So, you're starting a project and have no idea where to start...

There are endless materials to choose from and that decision shouldn't be purely aesthetic-based. Consider the durability, maintenance, and application before making any selections.



first things first. 

Hire an interior designer. It's easier than ever to find one with a style you adore, just browse around on Instagram. The reason to hire a designer is pretty simple: they are a trained professional and you are not.

Even if you know exactly what you're looking for, their knowledge is invaluable. Interior designers also receive trade prices and have access to sources that homeowners do not.

Ultimately, they save you time and money on material costs. It's their job to create a functional, beautiful space AND stay on budget.

with that out of the way,

let's talk tile materials.


Porcelain tile is the most durable and versatile option. There are endless options when it comes to shape, size, and style. It's also the easiest tile to care for.

Porcelain tile is ideal for heavy foot traffic areas of the home, like kitchens and bathrooms. Inevitably, you will drop a mug or two on your kitchen floor. Porcelain will not scratch or dent.

It's suitable for wet areas like the shower floor and walls. Porcelain also comes in a variety of designs, including convincing wood and natural stone imitations.


Stone requires a bit more maintenance than other materials. Often requiring a sealer, stone is porous and requires special care. You will need to avoid harsh cleaners and certain stones may not be suitable for wet applications.

Ultimately, the maintenance is worth it when this is the result. Natural stone effortlessly elevates any space.
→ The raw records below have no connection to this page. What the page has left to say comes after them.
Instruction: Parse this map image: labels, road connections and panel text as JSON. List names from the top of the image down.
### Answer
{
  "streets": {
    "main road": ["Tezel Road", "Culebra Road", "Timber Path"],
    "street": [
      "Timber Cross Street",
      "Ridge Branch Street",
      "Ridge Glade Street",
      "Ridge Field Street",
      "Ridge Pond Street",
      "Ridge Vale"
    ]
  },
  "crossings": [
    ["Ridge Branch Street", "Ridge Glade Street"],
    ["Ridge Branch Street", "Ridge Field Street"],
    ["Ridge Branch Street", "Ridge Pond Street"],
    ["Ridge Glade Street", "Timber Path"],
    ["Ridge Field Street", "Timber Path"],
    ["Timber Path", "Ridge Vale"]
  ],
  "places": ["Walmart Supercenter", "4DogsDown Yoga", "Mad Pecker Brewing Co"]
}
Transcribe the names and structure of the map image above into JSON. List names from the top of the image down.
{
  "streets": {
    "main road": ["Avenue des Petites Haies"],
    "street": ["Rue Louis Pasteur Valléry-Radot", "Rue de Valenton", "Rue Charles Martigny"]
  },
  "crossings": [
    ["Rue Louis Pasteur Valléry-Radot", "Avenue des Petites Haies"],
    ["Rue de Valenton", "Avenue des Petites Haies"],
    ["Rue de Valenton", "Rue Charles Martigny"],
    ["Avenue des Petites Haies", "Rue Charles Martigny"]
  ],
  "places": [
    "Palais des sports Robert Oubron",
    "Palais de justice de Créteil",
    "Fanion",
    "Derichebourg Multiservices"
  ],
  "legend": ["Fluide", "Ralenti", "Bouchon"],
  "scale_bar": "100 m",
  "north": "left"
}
Ceramic tile is gorgeous and adaptable material. The glaze options are limitless, you can even create a one-of-a-kind custom color.



Applications include showers, pools, and walls. Depending on the glaze, ceramic tile may not be suitable for floors.


Glass is a more versatile option than you might think. There are a variety of finishes that you simply can't achieve with other surfaces, like an iridescent or gold glass look. 


Glass tile is suitable for any wall application. Certain formats are suitable for the floor. Keep in mind that it's still glass. Some mosaics may be too sharp for your feet.

Glass is typically a smooth surface that is super slippery, especially when wet. Generally, pieces must be fairly small in order to be suitable for the floor.

The more grout, the better the grip your feet will have! You should always check the manufacturer's installation guidelines or ask your tile professional.


Concrete is an adaptable material ideal for many styles. Use it indoors or outside without issue. 



As their environment influences them, concrete tiles will develop a patina and change over time.

Different textures are available depending on the look you want to achieve. Create a rustic, traditional, or contemporary look based on the finish you select.

encaustic / cement

Encaustic tiles may be trending, but they certainly aren't the new tile on the block! They've existed for centuries. One thing to keep in mind with encaustics or cement tiles is they require an expert to install them.

Confirm your installer's experience in encaustic installation by asking for past client's referrals or pictures from past projects.

Be aware that the grout must be lighter in color than the lightest color on the tile, as the grout could stain the tile if not.

Encaustics will patina over time and easily scratch, adding plenty of character. Don't forget, there are still ancient encaustic floors in Europe, so durability isn't an issue.